Starting with the first line of the data below, copy each line up to and including the one containing "0 3.5px,transparent 0". Pictures stay out.

MATERIAL TO PROCESS -

■ ■ ■ ■

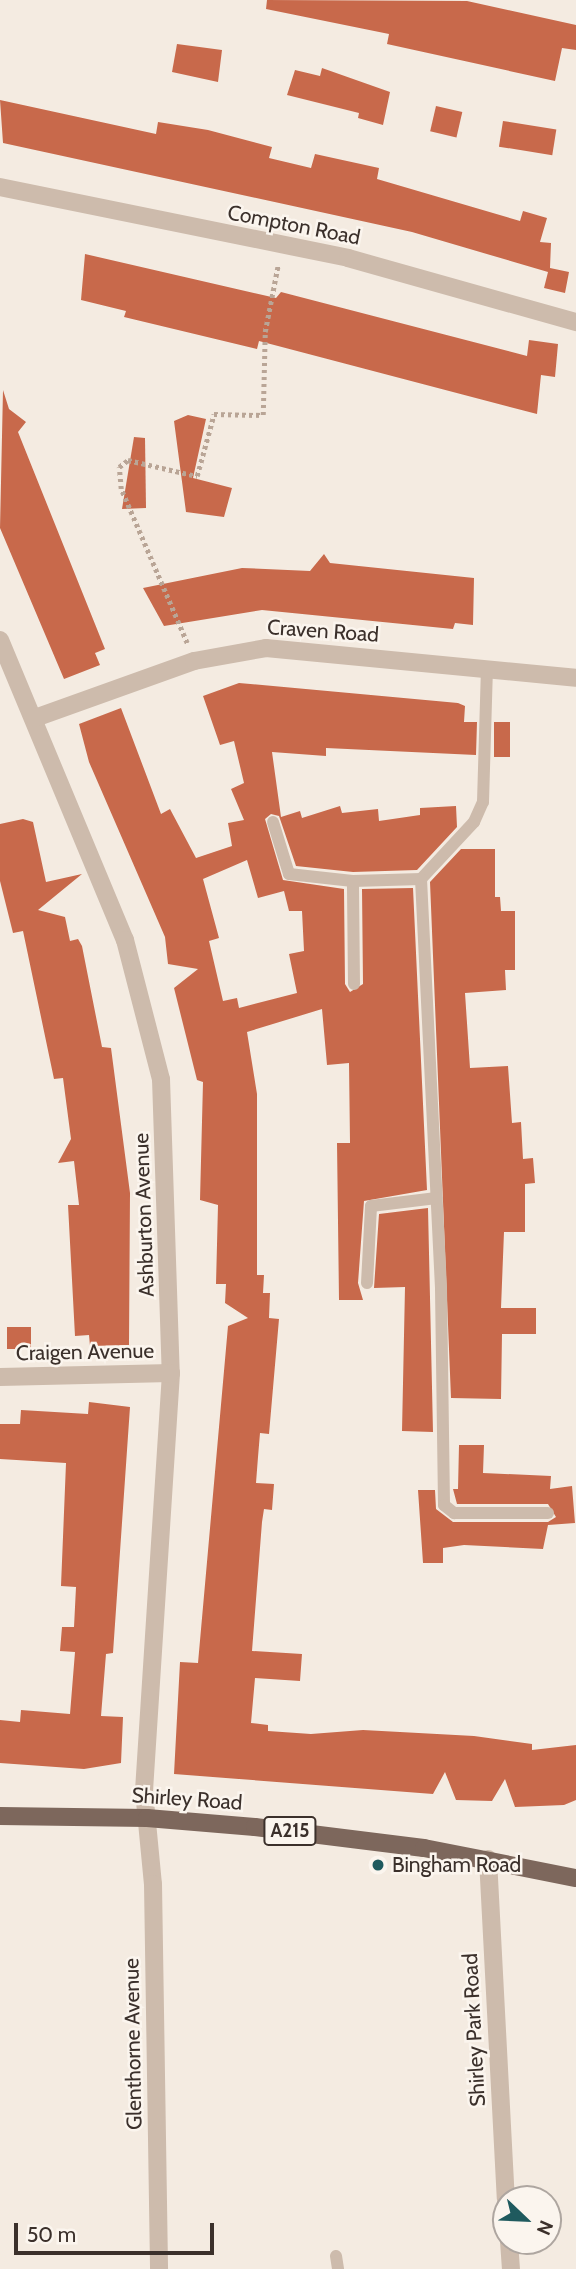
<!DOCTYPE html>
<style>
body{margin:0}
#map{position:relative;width:576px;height:2269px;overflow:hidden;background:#f4ebe1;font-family:Cabin,sans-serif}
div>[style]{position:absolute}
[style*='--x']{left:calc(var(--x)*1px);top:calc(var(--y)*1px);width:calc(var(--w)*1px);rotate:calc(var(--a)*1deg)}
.building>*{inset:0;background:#c8694b;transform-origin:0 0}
.path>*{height:4.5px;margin-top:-2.25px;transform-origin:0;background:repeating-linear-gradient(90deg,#b9a596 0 3.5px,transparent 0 7px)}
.service>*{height:12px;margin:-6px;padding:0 6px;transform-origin:6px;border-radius:6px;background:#cdbbac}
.minor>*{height:18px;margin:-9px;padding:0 9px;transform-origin:9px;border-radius:9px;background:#cdbbac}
.primary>*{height:18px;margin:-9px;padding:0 9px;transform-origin:9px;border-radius:9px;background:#7d675c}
.dots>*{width:19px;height:19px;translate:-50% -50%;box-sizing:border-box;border:4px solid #fbf5ee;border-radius:50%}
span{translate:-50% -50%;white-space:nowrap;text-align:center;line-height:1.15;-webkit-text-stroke:5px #fbf5ee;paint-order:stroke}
.shield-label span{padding:2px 5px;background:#fbf5ee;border:2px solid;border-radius:5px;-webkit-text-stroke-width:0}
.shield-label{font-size:19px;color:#3b302b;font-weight:700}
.street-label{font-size:21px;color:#3b302b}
.poi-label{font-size:21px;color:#3b302b}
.left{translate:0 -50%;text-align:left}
.north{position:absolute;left:492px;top:2185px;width:70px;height:70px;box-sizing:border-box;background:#fbf5ee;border:2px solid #aea6a0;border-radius:50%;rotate:113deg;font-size:19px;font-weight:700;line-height:28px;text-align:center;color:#3b302b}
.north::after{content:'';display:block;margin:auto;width:24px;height:32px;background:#1f5a5e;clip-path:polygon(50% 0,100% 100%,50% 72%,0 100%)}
.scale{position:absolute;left:14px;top:2223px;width:200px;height:32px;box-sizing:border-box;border:4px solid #3b302b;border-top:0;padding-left:9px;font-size:21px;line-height:24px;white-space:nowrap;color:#3b302b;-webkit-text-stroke:5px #fbf5ee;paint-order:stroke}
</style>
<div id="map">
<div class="building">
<div style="clip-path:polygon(267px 0,467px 1px,576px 25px,576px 50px,562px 48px,555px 81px,387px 44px,389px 34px,266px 9px)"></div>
<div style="clip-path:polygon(177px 44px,222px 50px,218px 82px,172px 72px)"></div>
<div style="clip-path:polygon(322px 68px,390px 92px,383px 125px,358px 118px,359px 113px,287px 95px,295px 70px,320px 76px)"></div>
<div style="clip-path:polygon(0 100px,156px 134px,158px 122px,208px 130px,272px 147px,269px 158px,311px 168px,315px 154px,379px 168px,377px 179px,520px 221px,523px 211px,547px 218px,540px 242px,551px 243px,550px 268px,569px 272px,565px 293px,544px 288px,548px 272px,412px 232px,3px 143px)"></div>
<div style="left:436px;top:106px;width:27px;height:26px;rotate:13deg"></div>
<div style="left:503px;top:121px;width:54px;height:26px;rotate:9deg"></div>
<div style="clip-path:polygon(85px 254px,276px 298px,281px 292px,527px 356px,529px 340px,558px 344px,555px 377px,541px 375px,537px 414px,259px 341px,257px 349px,124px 317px,126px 311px,81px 300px)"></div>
<div style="clip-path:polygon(3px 390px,9px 409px,26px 422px,18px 432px,105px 649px,95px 653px,100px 665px,64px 679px,0 528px)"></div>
<div style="clip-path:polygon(188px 415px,206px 419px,193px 478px,232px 488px,224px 517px,186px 512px,174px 421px)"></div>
<div style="clip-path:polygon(134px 437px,145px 438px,146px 508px,122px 509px)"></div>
<div style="clip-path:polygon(324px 554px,330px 563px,474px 578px,473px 625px,455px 623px,453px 629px,262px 610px,164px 626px,143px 588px,242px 568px,310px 571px)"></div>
<div style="clip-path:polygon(evenodd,239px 683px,458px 703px,465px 706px,464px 722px,477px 722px,476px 755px,326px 748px,326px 756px,272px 752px,281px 817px,300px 811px,302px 818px,340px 806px,342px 813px,378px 809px,379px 821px,420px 815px,420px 808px,456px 806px,457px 827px,417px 870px,353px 872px,296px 866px,279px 816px,271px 814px,265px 819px,283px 880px,344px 889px,345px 984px,350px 992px,363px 984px,362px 889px,413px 888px,427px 1190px,364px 1201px,358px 1283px,363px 1300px,339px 1300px,337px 1143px,350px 1143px,349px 1063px,327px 1065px,322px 1009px,247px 1032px,257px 1094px,257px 1275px,264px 1275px,263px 1293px,270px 1293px,269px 1318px,279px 1319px,269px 1434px,260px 1433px,258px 1457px,256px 1483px,274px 1484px,272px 1510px,264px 1509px,262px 1522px,252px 1651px,302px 1654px,300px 1681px,255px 1678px,251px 1723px,268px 1725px,268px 1731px,311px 1734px,363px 1730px,474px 1736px,532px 1744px,532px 1750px,576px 1745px,576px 1800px,564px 1805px,515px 1807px,505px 1779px,492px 1801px,456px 1800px,445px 1772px,433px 1794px,174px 1774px,180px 1662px,198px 1663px,228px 1326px,248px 1318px,225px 1303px,226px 1284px,216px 1284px,218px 1205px,200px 1200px,203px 1082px,197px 1080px,174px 988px,198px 969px,168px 964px,165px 937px,89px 762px,79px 724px,121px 708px,161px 814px,170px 809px,196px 858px,232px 846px,228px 823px,244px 820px,231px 789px,244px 783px,234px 741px,220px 745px,203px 696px,239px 683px,247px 860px,258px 898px,284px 891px,289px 911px,302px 911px,304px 951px,289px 954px,297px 993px,239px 1008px,237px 998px,223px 1001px,209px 941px,219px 938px,203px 879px,247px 860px)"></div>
<div style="left:494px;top:722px;width:16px;height:35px"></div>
<div style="clip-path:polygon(23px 819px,33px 822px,46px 882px,82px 874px,38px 910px,65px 917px,70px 941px,78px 939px,82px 946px,102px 1047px,111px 1048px,130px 1193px,129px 1345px,90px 1346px,89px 1335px,75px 1336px,68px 1205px,79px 1205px,74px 1161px,58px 1163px,71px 1139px,63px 1078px,54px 1079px,23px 931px,13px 933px,0 881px,0 824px)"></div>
<div style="clip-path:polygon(461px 849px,495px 849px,495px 897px,500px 897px,501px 911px,515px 911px,515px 970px,505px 970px,506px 990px,465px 993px,470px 1068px,508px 1066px,512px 1123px,521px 1122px,523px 1159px,533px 1158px,535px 1183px,525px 1184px,525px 1232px,504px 1232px,501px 1308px,536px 1308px,536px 1334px,502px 1334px,501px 1399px,451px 1398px,430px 882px)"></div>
<div style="clip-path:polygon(428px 1208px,433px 1432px,402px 1431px,405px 1287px,374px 1288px,379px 1214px)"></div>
<div style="left:7px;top:1327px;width:24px;height:22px"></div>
<div style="clip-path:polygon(89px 1402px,130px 1407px,113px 1653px,106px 1654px,101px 1716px,123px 1717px,121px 1763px,84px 1769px,0 1763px,0 1720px,20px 1722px,21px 1710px,70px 1714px,75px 1652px,60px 1651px,62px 1627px,74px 1627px,76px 1587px,61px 1586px,66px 1463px,0 1459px,0 1424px,20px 1424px,21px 1410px,88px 1414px)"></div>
<div style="clip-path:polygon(459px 1445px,484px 1445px,483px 1473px,551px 1476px,550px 1489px,572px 1486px,575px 1523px,548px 1525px,543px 1549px,464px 1545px,443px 1548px,443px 1563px,423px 1563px,418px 1490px,435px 1490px,436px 1509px,453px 1522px,548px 1522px,556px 1517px,548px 1504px,457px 1504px,453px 1489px,458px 1489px)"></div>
</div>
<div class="path">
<div style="--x:187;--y:643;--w:168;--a:-113.2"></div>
<div style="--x:121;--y:489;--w:22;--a:-95"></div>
<div style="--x:119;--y:467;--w:11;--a:-38"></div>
<div style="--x:128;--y:460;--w:71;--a:13.1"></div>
<div style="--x:197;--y:476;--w:64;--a:-74.7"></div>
<div style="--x:214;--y:414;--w:49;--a:1.2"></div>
<div style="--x:263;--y:415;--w:83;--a:-88.6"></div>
<div style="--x:265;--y:332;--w:68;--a:-79"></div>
</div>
<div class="service">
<div style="--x:273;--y:822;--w:54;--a:72.9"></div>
<div style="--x:289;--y:874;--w:64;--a:6.2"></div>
<div style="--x:421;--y:879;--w:78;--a:-47.1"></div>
<div style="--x:474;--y:822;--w:22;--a:-66"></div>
<div style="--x:483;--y:802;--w:133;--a:-88.3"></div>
<div style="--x:354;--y:984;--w:103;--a:-90.6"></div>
<div style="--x:353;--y:881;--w:68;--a:-1.7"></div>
<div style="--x:421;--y:879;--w:410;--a:87.2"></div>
<div style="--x:441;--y:1289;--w:216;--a:89.2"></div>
<div style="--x:444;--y:1505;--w:13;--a:39"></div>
<div style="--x:454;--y:1513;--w:94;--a:0"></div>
<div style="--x:367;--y:1283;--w:77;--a:-87"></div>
<div style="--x:371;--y:1206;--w:66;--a:-6.9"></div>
<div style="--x:336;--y:2256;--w:13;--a:81"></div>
</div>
<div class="minor">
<div style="--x:0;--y:187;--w:355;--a:11.5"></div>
<div style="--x:348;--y:258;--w:237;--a:15.7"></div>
<div style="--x:0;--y:640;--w:325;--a:67.4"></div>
<div style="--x:125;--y:940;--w:144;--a:75.5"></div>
<div style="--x:161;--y:1079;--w:294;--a:88.1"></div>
<div style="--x:171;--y:1373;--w:419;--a:93.7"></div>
<div style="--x:144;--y:1791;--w:93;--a:84.5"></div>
<div style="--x:153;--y:1884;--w:385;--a:89.1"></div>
<div style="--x:35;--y:718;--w:169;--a:-19.7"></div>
<div style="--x:194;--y:661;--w:73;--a:-10.2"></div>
<div style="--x:266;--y:648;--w:311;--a:5.5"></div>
<div style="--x:0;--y:1377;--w:171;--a:-1.3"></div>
<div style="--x:488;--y:1859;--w:340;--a:87"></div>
<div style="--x:509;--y:2241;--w:28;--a:86"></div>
</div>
<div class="primary">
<div style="--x:0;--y:1816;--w:147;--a:0.8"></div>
<div style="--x:147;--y:1818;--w:108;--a:4.8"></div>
<div style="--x:255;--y:1827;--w:170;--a:7.1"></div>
<div style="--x:424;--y:1848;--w:155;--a:11.2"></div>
</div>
<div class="dots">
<div style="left:378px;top:1865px;background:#1f5a5e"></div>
</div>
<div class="shield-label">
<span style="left:290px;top:1831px">A215</span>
</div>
<div class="street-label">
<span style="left:294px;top:225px;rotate:11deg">Compton Road</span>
<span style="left:323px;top:631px;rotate:4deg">Craven Road</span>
<span style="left:144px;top:1215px;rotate:-92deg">Ashburton Avenue</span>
<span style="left:85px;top:1352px;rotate:-1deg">Craigen Avenue</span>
<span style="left:187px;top:1799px;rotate:4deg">Shirley Road</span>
<span style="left:474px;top:2030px;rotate:-93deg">Shirley Park Road</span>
<span style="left:133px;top:2044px;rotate:-91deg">Glenthorne Avenue</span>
</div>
<div class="poi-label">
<span class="left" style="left:392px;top:1865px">Bingham Road</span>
</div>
<div class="north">N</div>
<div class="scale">50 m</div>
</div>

■ ■ ■ ■

YOUR RESPONSE -
<!DOCTYPE html>
<style>
body{margin:0}
#map{position:relative;width:576px;height:2269px;overflow:hidden;background:#f4ebe1;font-family:Cabin,sans-serif}
div>[style]{position:absolute}
[style*='--x']{left:calc(var(--x)*1px);top:calc(var(--y)*1px);width:calc(var(--w)*1px);rotate:calc(var(--a)*1deg)}
.building>*{inset:0;background:#c8694b;transform-origin:0 0}
.path>*{height:4.5px;margin-top:-2.25px;transform-origin:0;background:repeating-linear-gradient(90deg,#b9a596 0 3.5px,transparent 0 7px)}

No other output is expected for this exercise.